Second, we should recognize that the vast majority of people on Earth today believe time is linear, with one direction leading from past to present to future. But that’s a recent cultural construct. It’s important to note that for most of our species’ existence, humans understood time to be cyclical, with naturally recurring days, seasons, and years, all of which guided our behavior and activities. The archaeological record suggests that the Sumerians in what is now Iraq developed the first linear calendar about 5,000 years ago. That’s December 21st on our calendar year timeline!
Finally, it would seem that we are addicted to “new and improved” technology, perhaps for its own sake. There are many reasons for this, including capitalist product development schedules, marketing campaigns, and modern consumer psychology. The archaeological record, however, very clearly shows us that “old and just fine” worked sustainably well for the vast majority of our species’ existence.
What if we went back to celebrating the seasonal round for what it is: a natural, rhythmic context for our lives? What if we went back to honoring a cyclical “paleotime”? We already do it on vacation—we sleep when we’re tired and get up when we’re rested. And we’re noticeably happier as a result. Mind you, I am not advocating a chaotic system. Natural biorhythms exist, and humans typically adhere to reasonably predictable wake-sleep cycles.
I am, however, suggesting we return to a less precisely scheduled lifestyle than the one we currently have. The ever-increasing rate of technological change in our lives has led to slavish adherence to ever more refined and precise slices of time in our lives. Keep in mind that such temporal dominance and precision has occurred only in the last few hundred years (since the Industrial Revolution), a ridiculously small sliver of our species’ time on this planet.

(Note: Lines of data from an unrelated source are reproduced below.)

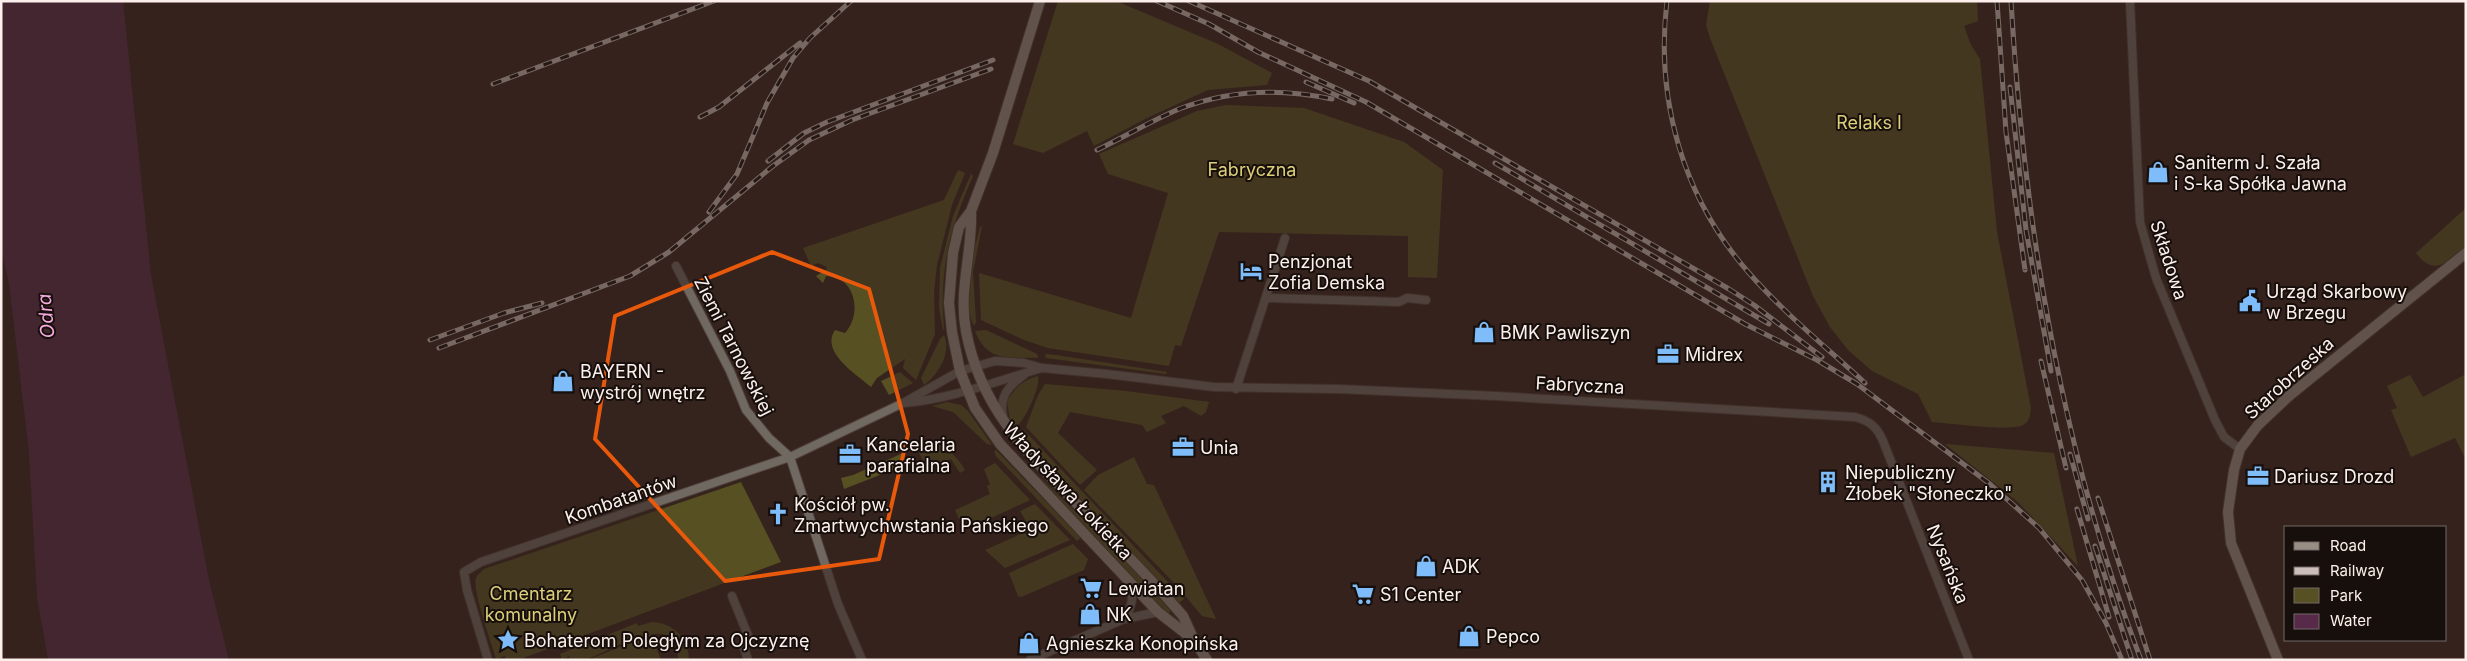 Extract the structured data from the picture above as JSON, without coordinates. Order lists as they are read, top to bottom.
{
  "streets": {
    "main road": ["Starobrzeska", "Władysława Łokietka"],
    "street": [
      "Składowa",
      "Ziemi Tarnowskiej",
      "Fabryczna",
      "Kombatantów",
      "Nysańska"
    ]
  },
  "crossings": [
    ["Składowa", "Starobrzeska"],
    ["Ziemi Tarnowskiej", "Kombatantów"],
    ["Fabryczna", "Władysława Łokietka"],
    ["Fabryczna", "Kombatantów"],
    ["Fabryczna", "Nysańska"]
  ],
  "water": ["Odra"],
  "parks": ["Relaks I", "Fabryczna", "Cmentarz komunalny"],
  "places": {
    "shop": [
      "Saniterm J. Szała i S-ka Spółka Jawna",
      "BMK Pawliszyn",
      "BAYERN - wystrój wnętrz",
      "ADK",
      "NK",
      "Pepco",
      "Agnieszka Konopińska"
    ],
    "hotel": ["Penzjonat Zofia Demska"],
    "public building": ["Urząd Skarbowy w Brzegu"],
    "office": [
      "Midrex",
      "Unia",
      "Kancelaria parafialna",
      "Dariusz Drozd"
    ],
    "building": ["Niepubliczny Żłobek \"Słoneczko\""],
    "church": ["Kościół pw. Zmartwychwstania Pańskiego"],
    "supermarket": ["Lewiatan", "S1 Center"],
    "place": ["Bohaterom Poległym za Ojczyznę"]
  },
  "legend": [
    "Road",
    "Railway",
    "Park",
    "Water"
  ]
} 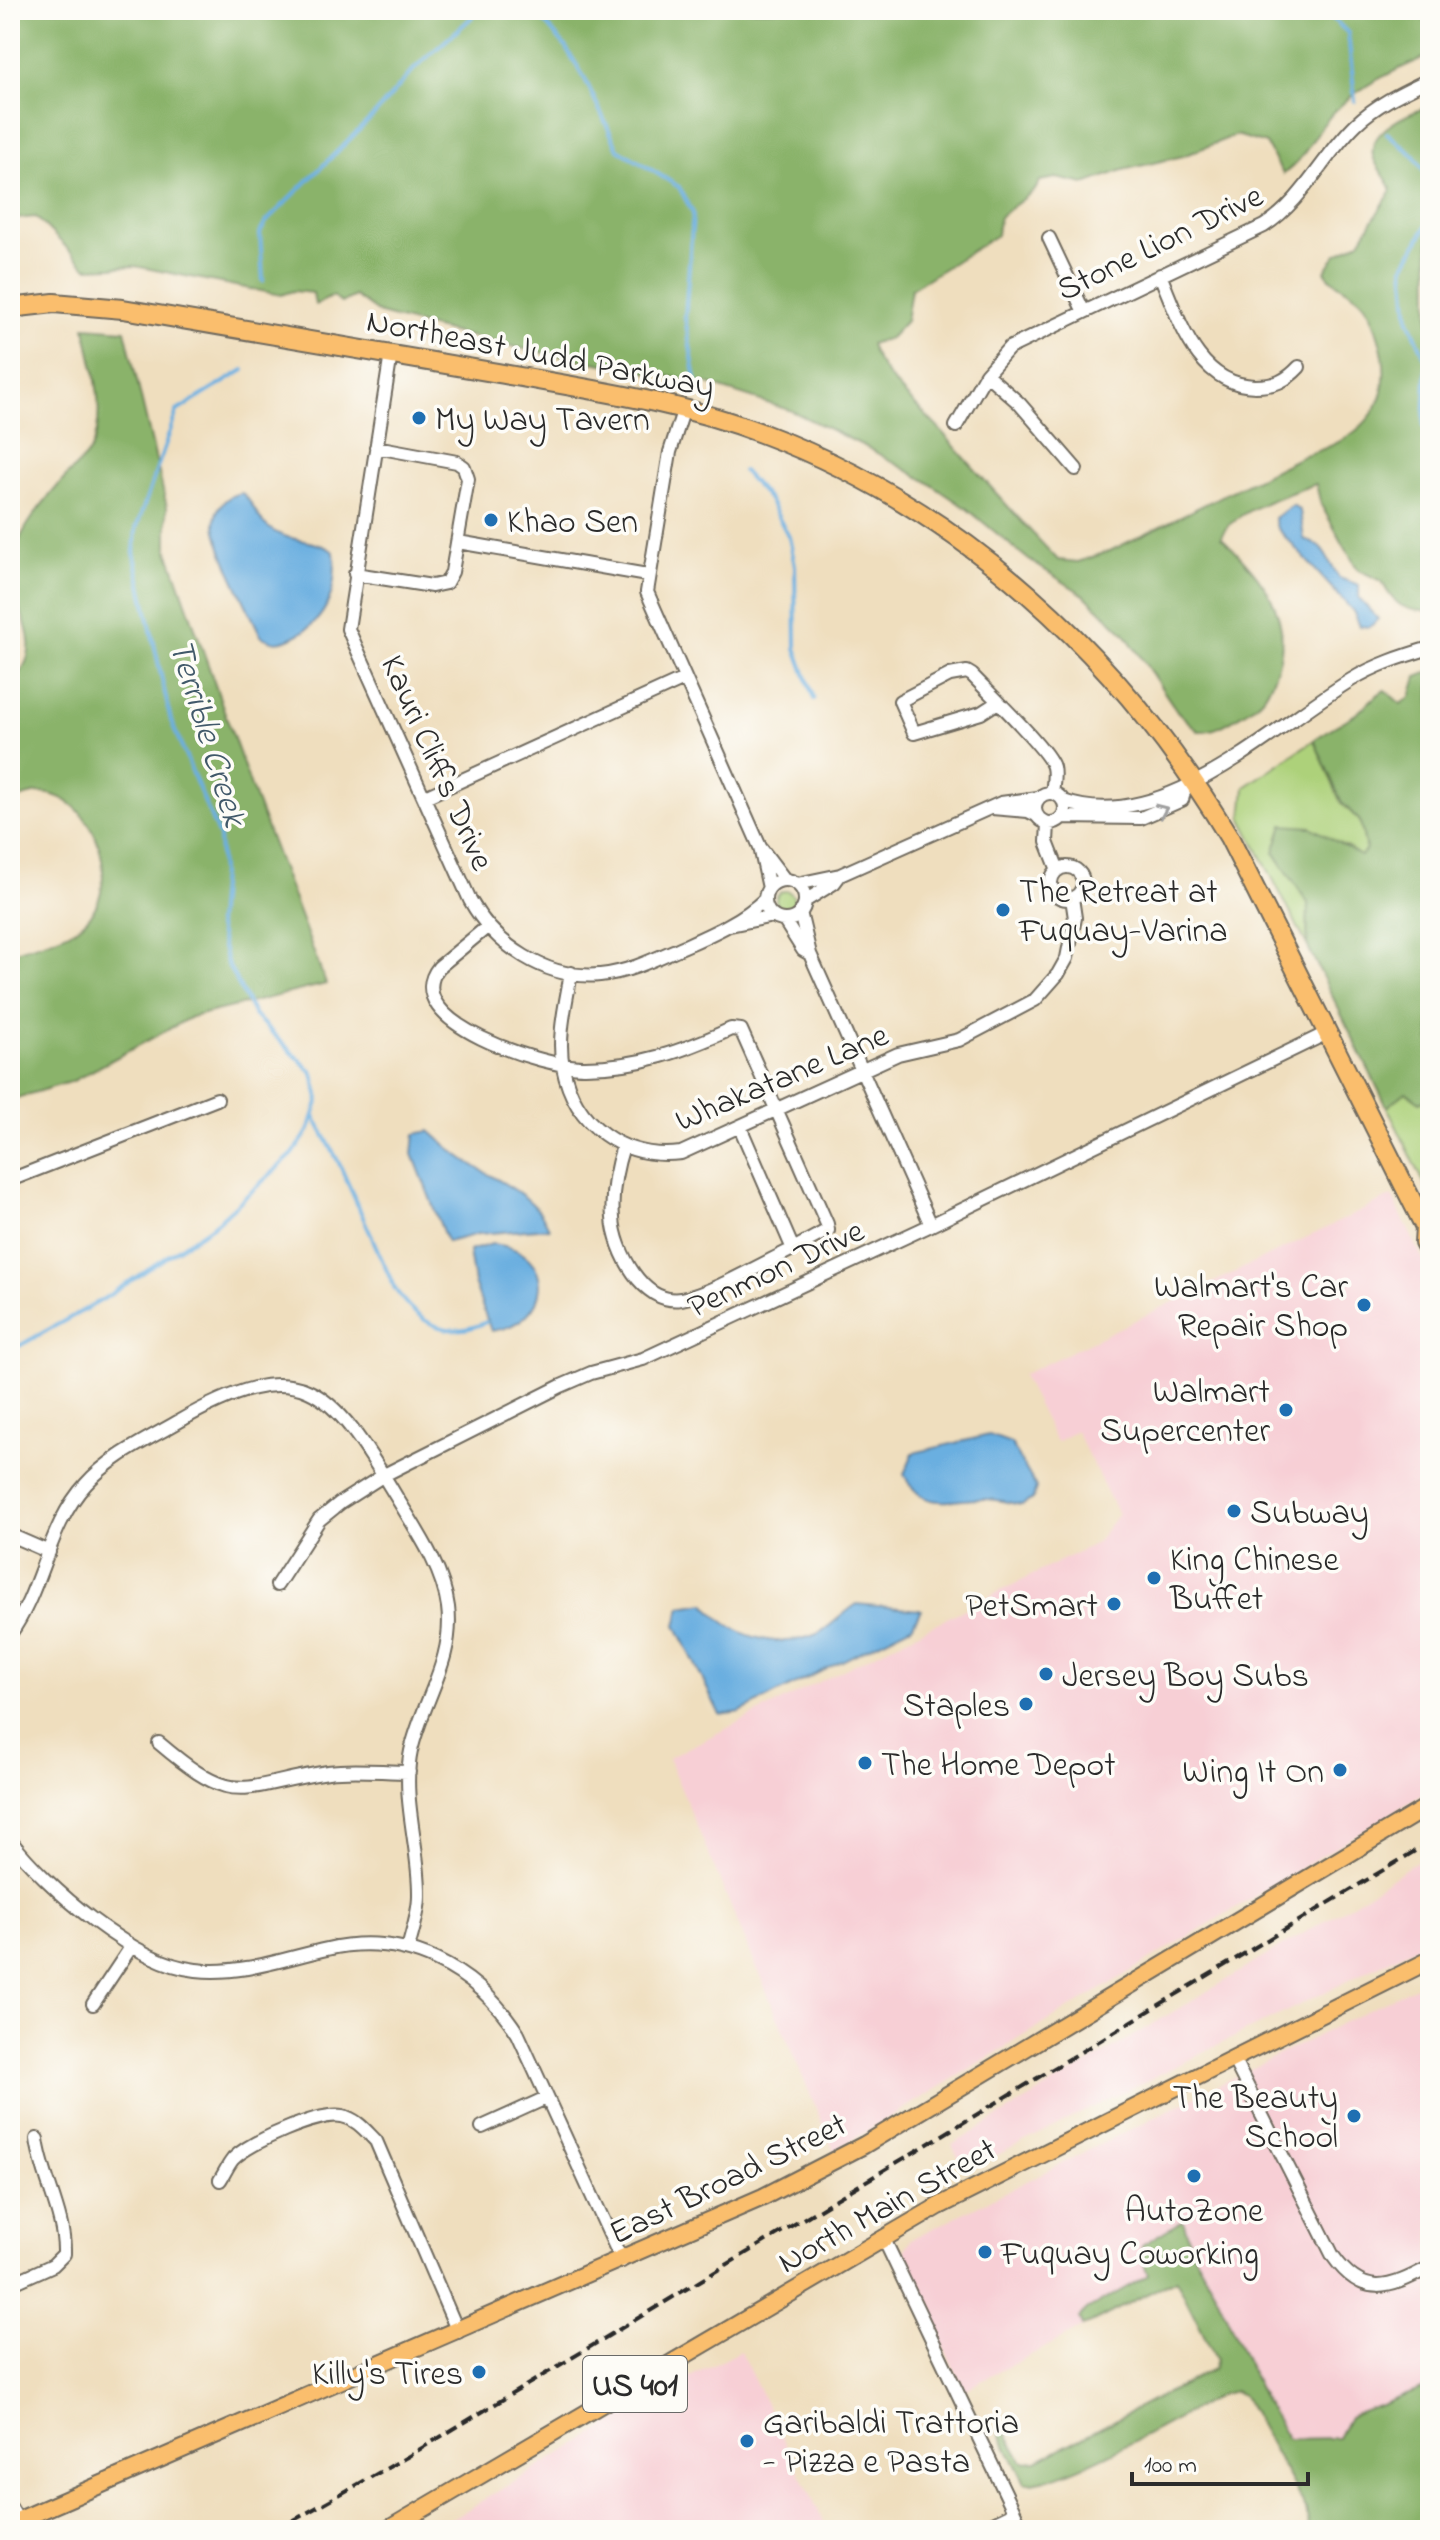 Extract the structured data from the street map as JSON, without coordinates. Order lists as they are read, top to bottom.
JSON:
{
  "streets": {
    "highway": ["Northeast Judd Parkway"],
    "main road": ["East Broad Street", "North Main Street", "US 401"],
    "street": [
      "Stone Lion Drive",
      "Kauri Cliffs Drive",
      "Whakatane Lane",
      "Penmon Drive"
    ]
  },
  "crossings": [
    ["Northeast Judd Parkway", "Kauri Cliffs Drive"],
    ["Northeast Judd Parkway", "Penmon Drive"],
    ["Kauri Cliffs Drive", "Whakatane Lane"]
  ],
  "water": ["Terrible Creek"],
  "places": [
    "My Way Tavern",
    "Khao Sen",
    "The Retreat at Fuquay-Varina",
    "Walmart's Car Repair Shop",
    "Walmart Supercenter",
    "Subway",
    "King Chinese Buffet",
    "PetSmart",
    "Jersey Boy Subs",
    "Staples",
    "The Home Depot",
    "Wing It On",
    "The Beauty School",
    "AutoZone",
    "Fuquay Coworking",
    "Killy's Tires",
    "Garibaldi Trattoria - Pizza e Pasta"
  ],
  "scale_bar": "100 m"
} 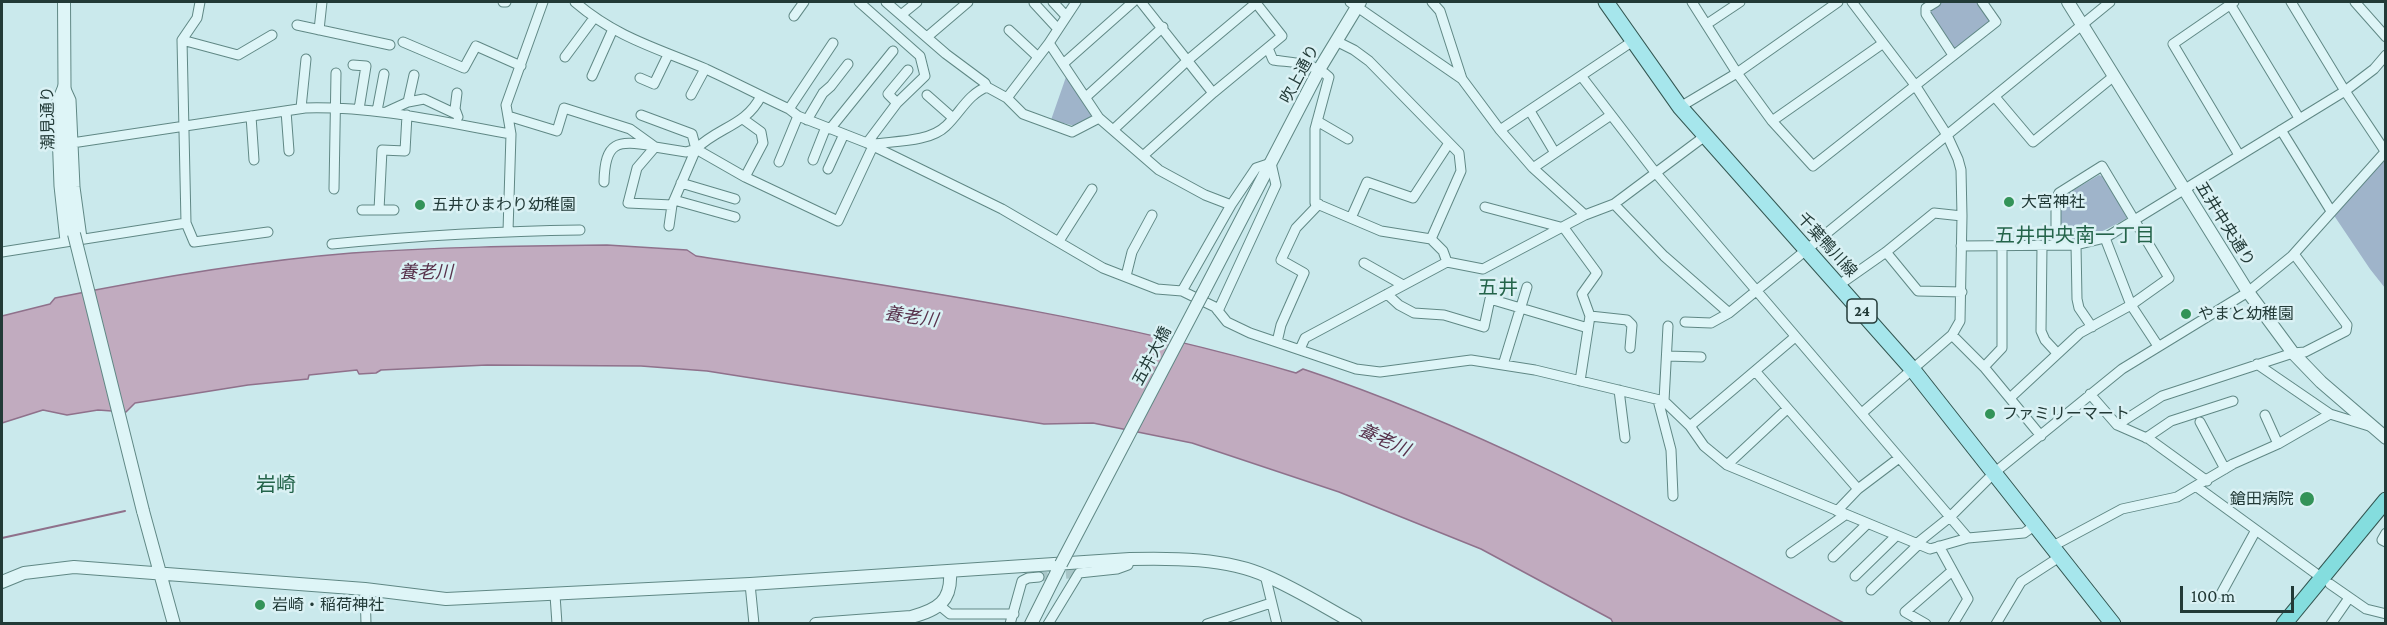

I hear what you’re thinking: “My busy schedule would never allow such a change.” But that’s exactly my point—our overscheduled, hyperprecise, Western approach to time doesn’t allow us to stop and smell the roses, much less enjoy nature, think deeply, or learn a new hobby or skill. If these trends continue, as technological change gets faster and faster, the slices of time we experience will likely get smaller and smaller, our lives will be increasingly stressed, and the problem will get more acute. Where’s the breaking point?
Cyclical time, on the other hand, is more fluid and not susceptible to such time-crunching compaction. It is therefore amenable to a more relaxing way of life—one not dominated by technological change for its own sake. A return to cyclical time might just facilitate a return to a way of life for which our brains, hearts, and souls evolved over hundreds of thousands of years.
Speaking of which, I think it’s time for me to take a nap.
Stephen E. Nash is curator of archaeology and chair of the Department of Anthropology at the Denver Museum of Nature & Science. He has published seven books and two dozen peer-reviewed articles and book chapters on the history of anthropology and archaeology, archaeological dating, the history of museums, and museum collections.